MATERIAL SUPPLIED →

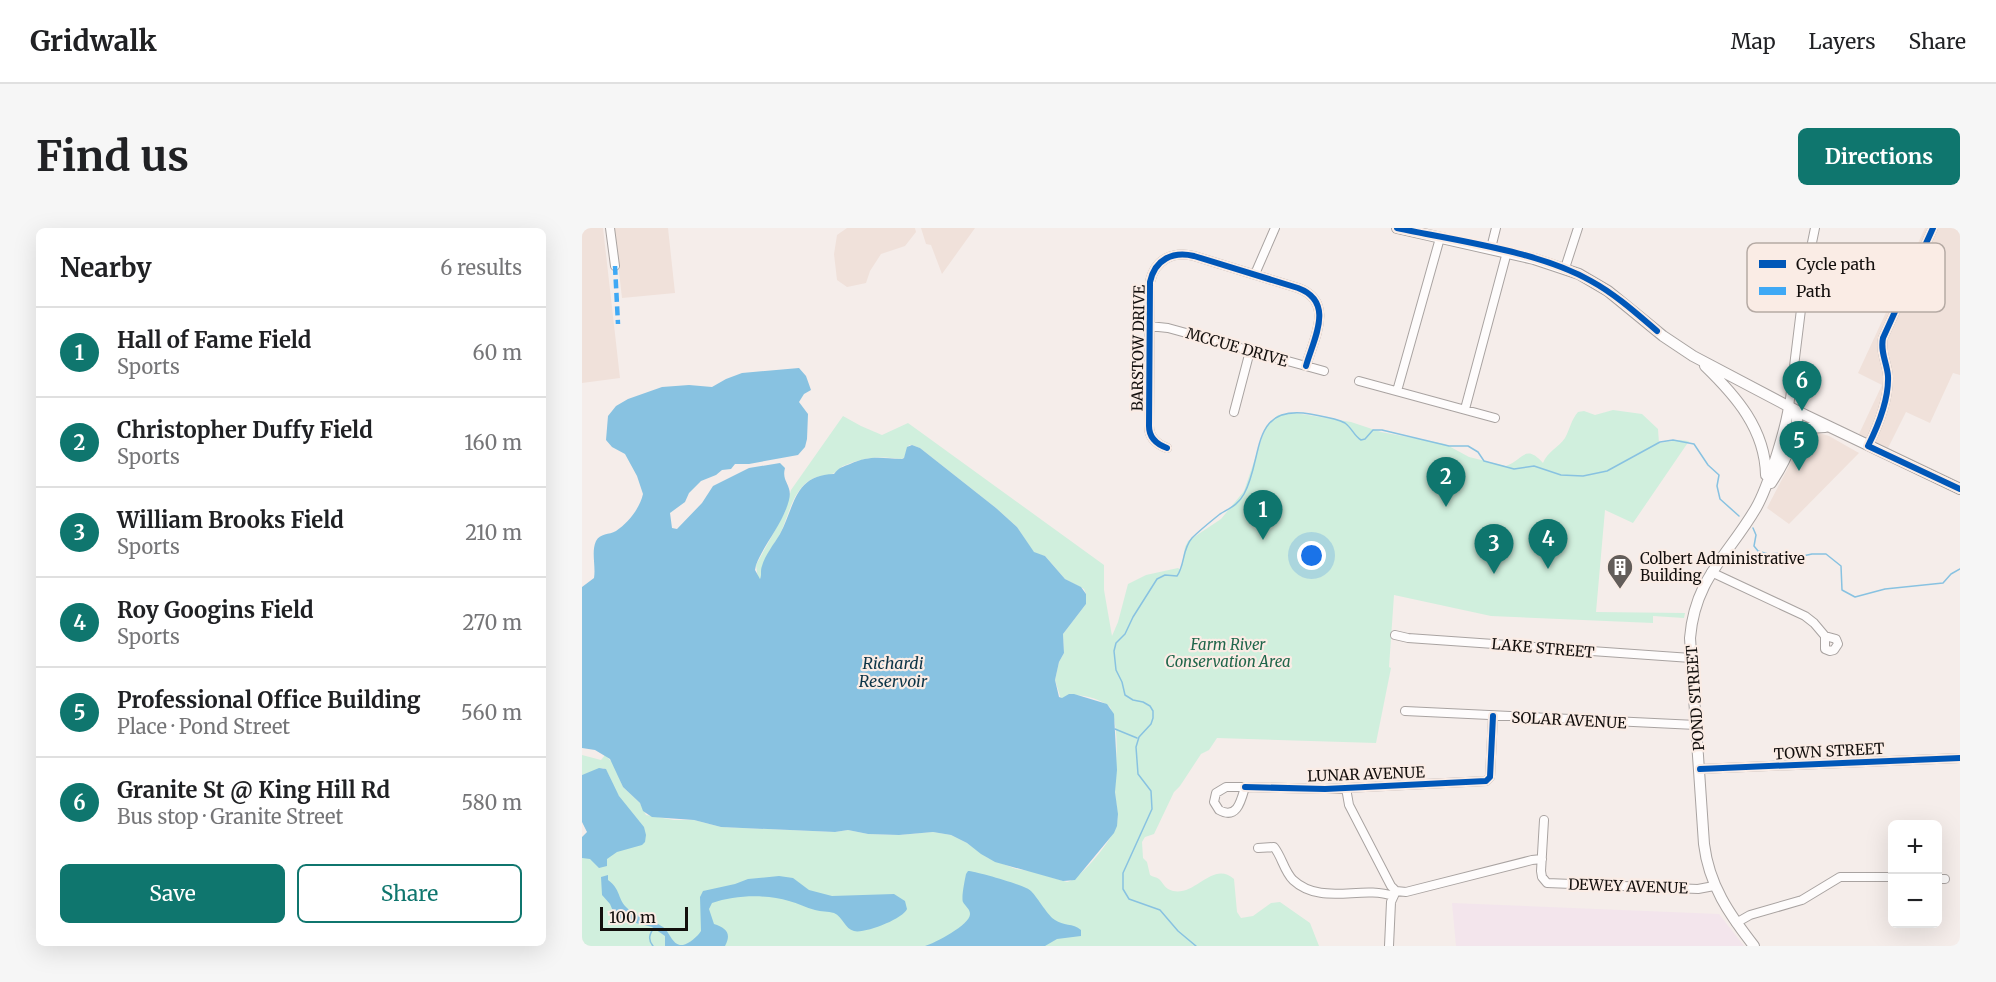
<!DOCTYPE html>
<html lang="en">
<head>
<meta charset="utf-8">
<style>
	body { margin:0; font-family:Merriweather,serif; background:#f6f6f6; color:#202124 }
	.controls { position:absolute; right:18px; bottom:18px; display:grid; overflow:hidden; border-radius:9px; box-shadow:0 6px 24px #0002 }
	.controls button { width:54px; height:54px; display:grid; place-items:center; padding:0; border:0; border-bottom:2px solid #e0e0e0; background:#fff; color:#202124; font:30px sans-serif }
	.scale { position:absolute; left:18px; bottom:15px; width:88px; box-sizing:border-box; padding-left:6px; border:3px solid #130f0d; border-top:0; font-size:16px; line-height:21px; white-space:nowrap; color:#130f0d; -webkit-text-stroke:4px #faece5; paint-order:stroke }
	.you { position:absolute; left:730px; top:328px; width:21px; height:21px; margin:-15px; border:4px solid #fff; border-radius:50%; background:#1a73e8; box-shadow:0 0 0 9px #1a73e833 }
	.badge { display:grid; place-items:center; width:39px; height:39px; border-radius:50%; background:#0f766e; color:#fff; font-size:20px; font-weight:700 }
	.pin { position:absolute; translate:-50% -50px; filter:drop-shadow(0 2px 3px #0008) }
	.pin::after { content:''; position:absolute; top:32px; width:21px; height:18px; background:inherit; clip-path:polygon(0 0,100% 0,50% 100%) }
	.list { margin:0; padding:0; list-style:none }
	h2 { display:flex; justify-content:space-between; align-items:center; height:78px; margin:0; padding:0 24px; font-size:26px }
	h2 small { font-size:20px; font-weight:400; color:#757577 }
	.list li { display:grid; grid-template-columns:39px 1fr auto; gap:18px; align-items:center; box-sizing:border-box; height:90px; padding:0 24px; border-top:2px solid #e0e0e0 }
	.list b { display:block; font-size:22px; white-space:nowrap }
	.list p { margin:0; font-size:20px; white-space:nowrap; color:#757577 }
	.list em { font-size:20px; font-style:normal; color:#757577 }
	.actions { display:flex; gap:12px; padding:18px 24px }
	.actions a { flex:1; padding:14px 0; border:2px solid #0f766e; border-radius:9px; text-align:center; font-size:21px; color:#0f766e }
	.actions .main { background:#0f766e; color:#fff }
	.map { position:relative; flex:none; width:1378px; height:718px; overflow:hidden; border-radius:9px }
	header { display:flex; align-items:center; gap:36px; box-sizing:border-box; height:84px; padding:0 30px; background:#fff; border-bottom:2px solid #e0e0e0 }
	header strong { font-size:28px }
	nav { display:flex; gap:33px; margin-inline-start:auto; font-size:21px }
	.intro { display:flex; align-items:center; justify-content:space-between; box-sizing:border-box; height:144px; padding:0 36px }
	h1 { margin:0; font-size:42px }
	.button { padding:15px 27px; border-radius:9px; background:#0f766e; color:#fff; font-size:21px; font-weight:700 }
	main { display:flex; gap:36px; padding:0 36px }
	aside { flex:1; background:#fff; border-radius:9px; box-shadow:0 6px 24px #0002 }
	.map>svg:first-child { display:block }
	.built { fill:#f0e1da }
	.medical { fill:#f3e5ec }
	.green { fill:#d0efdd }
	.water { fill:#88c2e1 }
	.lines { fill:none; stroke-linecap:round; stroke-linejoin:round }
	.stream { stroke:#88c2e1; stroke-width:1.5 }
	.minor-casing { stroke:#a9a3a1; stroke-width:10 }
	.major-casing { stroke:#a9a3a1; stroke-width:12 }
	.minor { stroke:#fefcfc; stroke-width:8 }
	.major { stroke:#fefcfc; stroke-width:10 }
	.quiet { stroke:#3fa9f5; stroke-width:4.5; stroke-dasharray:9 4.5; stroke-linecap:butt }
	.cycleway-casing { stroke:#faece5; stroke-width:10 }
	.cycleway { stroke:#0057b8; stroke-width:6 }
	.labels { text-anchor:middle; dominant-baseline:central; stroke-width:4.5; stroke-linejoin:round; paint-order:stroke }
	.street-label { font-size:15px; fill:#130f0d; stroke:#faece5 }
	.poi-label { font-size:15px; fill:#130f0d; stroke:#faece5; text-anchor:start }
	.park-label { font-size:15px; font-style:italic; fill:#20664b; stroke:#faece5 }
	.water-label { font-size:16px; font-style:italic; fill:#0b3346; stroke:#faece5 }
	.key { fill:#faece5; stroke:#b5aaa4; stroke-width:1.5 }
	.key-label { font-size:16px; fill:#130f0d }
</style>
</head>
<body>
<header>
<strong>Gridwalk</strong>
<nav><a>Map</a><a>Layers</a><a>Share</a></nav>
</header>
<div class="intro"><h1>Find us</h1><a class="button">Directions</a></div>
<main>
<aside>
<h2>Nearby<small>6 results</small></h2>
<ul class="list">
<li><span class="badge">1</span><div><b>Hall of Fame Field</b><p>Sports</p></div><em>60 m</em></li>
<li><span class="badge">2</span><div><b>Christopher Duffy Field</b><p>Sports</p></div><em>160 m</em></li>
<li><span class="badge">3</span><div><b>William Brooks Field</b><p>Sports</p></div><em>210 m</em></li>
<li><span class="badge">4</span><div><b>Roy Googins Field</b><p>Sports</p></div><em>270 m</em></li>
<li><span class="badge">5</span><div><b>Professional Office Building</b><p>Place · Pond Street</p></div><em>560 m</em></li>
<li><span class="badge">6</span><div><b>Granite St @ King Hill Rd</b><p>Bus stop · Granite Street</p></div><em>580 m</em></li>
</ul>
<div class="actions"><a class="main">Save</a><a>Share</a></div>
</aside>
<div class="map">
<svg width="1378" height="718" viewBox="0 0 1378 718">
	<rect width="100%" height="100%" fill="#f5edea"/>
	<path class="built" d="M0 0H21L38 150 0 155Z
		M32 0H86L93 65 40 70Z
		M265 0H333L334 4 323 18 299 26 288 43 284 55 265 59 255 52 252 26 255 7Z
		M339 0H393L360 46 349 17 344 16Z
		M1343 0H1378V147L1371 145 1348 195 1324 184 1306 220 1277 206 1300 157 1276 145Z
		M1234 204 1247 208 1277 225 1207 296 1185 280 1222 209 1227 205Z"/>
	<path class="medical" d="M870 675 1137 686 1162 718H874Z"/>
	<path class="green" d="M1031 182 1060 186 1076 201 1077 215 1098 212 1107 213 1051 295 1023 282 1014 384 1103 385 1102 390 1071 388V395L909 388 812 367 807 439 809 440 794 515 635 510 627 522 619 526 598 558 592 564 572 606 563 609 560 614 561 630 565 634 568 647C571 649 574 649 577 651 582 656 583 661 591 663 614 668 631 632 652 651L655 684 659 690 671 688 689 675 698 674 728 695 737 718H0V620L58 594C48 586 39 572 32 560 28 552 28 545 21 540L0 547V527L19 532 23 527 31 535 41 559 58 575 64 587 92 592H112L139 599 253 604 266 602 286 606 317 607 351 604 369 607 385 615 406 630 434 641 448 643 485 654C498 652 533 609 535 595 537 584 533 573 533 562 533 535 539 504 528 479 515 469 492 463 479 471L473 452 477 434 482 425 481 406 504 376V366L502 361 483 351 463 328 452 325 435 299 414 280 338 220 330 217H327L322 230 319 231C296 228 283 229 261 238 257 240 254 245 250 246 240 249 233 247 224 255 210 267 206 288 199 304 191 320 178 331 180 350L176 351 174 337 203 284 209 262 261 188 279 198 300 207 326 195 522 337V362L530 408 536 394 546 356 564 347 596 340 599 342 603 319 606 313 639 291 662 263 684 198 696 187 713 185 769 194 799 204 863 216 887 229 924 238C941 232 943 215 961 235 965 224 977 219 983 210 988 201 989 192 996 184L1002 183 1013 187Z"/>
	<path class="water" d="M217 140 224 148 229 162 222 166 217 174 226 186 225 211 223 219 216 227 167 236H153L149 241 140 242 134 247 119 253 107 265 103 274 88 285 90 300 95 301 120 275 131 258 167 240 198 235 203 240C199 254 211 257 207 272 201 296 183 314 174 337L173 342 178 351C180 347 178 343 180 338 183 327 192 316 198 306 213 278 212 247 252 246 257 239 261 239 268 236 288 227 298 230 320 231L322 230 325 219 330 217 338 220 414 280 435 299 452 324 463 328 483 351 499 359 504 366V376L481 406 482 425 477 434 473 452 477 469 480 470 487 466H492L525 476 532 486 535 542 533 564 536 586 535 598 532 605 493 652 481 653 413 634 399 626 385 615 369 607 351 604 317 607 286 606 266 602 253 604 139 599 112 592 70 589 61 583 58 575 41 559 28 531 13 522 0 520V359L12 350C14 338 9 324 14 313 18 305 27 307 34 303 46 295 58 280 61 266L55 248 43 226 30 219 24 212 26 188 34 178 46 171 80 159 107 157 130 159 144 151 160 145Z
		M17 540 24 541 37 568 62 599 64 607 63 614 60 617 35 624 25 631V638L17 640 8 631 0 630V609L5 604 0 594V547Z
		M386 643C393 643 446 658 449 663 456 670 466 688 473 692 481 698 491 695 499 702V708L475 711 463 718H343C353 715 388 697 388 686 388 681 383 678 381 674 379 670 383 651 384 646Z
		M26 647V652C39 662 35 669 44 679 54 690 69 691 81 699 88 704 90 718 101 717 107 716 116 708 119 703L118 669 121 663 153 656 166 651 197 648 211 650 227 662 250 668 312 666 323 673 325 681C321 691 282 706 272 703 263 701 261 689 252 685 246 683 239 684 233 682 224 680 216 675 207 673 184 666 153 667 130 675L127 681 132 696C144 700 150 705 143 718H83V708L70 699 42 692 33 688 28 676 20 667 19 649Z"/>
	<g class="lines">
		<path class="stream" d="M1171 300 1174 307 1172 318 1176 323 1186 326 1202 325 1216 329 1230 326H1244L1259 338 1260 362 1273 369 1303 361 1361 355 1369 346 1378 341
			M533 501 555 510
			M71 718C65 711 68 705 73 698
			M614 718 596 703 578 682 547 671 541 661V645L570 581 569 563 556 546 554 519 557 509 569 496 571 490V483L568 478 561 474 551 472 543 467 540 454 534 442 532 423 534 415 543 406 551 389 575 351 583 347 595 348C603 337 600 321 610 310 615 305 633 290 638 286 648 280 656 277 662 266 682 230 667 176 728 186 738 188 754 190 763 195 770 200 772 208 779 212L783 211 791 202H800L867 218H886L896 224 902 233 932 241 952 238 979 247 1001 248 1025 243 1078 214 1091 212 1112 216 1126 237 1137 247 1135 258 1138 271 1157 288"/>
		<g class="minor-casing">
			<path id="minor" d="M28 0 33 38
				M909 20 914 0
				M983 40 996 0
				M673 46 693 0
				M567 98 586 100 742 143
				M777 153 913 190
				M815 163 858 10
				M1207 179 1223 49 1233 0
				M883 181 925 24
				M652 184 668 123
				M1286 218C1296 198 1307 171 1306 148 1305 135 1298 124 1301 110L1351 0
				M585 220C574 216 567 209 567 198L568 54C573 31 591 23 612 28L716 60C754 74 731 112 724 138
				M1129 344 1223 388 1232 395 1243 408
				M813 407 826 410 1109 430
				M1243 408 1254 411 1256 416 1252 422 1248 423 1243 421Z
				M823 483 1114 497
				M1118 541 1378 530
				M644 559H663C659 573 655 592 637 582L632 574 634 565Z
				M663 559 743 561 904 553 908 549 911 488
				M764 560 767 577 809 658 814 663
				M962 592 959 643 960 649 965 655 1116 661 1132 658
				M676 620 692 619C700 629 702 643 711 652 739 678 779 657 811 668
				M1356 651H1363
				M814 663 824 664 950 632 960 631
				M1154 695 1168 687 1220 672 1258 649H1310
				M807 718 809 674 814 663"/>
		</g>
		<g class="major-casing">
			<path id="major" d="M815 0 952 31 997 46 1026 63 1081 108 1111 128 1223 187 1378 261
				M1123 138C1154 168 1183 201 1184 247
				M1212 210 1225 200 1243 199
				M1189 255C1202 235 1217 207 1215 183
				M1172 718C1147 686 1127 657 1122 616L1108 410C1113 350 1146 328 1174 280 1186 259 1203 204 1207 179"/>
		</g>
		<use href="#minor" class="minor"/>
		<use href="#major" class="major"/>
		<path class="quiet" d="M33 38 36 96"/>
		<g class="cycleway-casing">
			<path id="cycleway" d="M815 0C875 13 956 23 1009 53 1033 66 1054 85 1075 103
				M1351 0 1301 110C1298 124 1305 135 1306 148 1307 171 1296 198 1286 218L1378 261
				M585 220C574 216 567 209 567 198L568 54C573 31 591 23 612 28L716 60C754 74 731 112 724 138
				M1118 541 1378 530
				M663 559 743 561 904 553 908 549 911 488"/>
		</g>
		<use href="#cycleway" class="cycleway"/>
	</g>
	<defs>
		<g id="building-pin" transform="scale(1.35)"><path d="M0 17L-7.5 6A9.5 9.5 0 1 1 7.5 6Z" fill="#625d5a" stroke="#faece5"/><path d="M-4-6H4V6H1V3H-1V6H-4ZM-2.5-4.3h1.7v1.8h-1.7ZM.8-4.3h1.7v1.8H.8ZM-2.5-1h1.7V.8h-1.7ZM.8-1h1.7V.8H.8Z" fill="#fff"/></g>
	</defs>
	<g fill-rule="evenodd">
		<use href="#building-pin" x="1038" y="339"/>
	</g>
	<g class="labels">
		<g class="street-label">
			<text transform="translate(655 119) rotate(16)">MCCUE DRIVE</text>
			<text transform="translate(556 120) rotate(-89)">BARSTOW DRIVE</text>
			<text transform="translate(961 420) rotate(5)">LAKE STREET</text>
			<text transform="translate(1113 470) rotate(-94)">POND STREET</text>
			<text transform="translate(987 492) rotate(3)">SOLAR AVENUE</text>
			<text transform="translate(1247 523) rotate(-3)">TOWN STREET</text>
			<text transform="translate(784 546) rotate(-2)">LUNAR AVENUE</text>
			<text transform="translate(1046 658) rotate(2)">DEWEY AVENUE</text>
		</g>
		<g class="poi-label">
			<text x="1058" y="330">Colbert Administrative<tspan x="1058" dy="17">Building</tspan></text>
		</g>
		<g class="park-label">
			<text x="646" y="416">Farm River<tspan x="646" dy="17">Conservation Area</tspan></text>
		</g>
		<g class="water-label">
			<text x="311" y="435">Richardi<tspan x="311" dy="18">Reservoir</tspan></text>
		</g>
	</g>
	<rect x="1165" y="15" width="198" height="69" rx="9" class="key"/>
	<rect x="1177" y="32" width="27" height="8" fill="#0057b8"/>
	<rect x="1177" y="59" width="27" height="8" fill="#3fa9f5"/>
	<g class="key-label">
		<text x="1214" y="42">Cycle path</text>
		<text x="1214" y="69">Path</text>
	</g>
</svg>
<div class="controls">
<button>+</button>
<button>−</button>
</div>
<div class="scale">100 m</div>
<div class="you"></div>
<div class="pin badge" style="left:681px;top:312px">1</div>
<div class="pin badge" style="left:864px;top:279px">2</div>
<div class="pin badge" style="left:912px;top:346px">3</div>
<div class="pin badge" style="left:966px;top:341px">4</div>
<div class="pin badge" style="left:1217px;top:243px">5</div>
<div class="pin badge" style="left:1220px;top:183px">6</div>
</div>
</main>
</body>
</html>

DESCRIPTION OF THE TASK → Reproduce exactly the lines of the records above from the one with "M813 407 826 410 1109 430" to the one with "M1351 0 1301", both included, and leave out everything else.

EXERCISE ANSWER →
				M813 407 826 410 1109 430
				M1243 408 1254 411 1256 416 1252 422 1248 423 1243 421Z
				M823 483 1114 497
				M1118 541 1378 530
				M644 559H663C659 573 655 592 637 582L632 574 634 565Z
				M663 559 743 561 904 553 908 549 911 488
				M764 560 767 577 809 658 814 663
				M962 592 959 643 960 649 965 655 1116 661 1132 658
				M676 620 692 619C700 629 702 643 711 652 739 678 779 657 811 668
				M1356 651H1363
				M814 663 824 664 950 632 960 631
				M1154 695 1168 687 1220 672 1258 649H1310
				M807 718 809 674 814 663"/>
		</g>
		<g class="major-casing">
			<path id="major" d="M815 0 952 31 997 46 1026 63 1081 108 1111 128 1223 187 1378 261
				M1123 138C1154 168 1183 201 1184 247
				M1212 210 1225 200 1243 199
				M1189 255C1202 235 1217 207 1215 183
				M1172 718C1147 686 1127 657 1122 616L1108 410C1113 350 1146 328 1174 280 1186 259 1203 204 1207 179"/>
		</g>
		<use href="#minor" class="minor"/>
		<use href="#major" class="major"/>
		<path class="quiet" d="M33 38 36 96"/>
		<g class="cycleway-casing">
			<path id="cycleway" d="M815 0C875 13 956 23 1009 53 1033 66 1054 85 1075 103
				M1351 0 1301 110C1298 124 1305 135 1306 148 1307 171 1296 198 1286 218L1378 261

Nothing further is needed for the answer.